I have £50 on Straw as next leader. People say Alan Johnson. "But he's admitted he's not up to it!" I yelp. "Exactly!" an ex-minister said. "He'd have to give power back to his cabinet. Ministers would like that." I hadn't thought of that. I'm worried about my £50 now.
Who else could do it? Ed Balls? He's got eyeballs that are like fishbowls; you can practically see the carp swimming around in there. Cooper, Harman, Burnham, Purnell, Kelly all have the makings of a good candidate. If we had the surgeon to sew their best bits together the candidate would make a good deputy.
David Miliband grows in stature on a weekly basis. He's like a just-add-water sea monkey. But he's very, very clever and five million Daily Mail readers can't forgive that. And truth to tell, I'm not sure how much JimSheridan, Ken Purchase or Alan Milburn look to him and sing, "Lead us, heav'nly David, lead us."
This is not to say Gordon is going anywhere. Short of total psychological collapse (and it would be hasty to rule that out entirely), he is going to lead his partyon to the opposition guns in two years' time.
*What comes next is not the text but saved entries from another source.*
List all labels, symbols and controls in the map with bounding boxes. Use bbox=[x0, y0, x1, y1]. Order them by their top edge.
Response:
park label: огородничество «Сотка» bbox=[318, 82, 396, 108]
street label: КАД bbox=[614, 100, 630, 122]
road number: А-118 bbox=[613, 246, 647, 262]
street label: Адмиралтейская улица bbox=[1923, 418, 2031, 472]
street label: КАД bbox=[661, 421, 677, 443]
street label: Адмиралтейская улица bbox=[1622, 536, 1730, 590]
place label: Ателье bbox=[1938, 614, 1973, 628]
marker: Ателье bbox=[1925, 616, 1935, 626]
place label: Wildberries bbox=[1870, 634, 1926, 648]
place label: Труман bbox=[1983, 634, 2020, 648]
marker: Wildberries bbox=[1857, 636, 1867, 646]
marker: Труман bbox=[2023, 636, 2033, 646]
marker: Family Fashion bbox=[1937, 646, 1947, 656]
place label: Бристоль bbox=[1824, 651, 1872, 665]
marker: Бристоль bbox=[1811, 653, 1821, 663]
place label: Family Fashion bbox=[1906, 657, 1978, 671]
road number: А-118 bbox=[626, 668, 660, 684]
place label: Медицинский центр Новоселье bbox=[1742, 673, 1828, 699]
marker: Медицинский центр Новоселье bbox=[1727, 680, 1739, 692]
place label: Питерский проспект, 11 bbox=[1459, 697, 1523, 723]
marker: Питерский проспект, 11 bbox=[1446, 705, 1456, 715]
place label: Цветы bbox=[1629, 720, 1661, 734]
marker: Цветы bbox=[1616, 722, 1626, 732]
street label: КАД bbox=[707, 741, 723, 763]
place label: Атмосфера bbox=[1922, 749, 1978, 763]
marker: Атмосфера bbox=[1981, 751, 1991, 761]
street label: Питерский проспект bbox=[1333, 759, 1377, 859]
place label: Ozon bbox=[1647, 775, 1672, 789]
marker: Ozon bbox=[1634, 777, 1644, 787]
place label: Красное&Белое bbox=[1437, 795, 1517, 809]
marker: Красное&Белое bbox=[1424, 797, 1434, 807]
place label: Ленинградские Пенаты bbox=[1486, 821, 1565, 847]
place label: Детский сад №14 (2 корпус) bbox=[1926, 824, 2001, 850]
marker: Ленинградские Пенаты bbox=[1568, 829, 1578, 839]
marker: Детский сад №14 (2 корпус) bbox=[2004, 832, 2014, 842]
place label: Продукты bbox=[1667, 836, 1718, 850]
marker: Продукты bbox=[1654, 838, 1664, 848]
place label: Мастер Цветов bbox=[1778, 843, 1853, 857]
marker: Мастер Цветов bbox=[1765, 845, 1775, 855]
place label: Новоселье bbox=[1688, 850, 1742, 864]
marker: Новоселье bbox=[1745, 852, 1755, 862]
But the madness that we saw in Treasury Select Committee eight years ago is as strong as ever. From recent remarks, it seems he believes that he has been responsible for a decade of low inflation. It was "a tough long-term decision" he took.
But now that inflation is picking up, he has made another tough long-term decision: to blame China.
When nothing is your fault, you have to rearrange the world so that it takes the blame for you. It's not prime ministerial, is it? But at least it keeps the comedy going.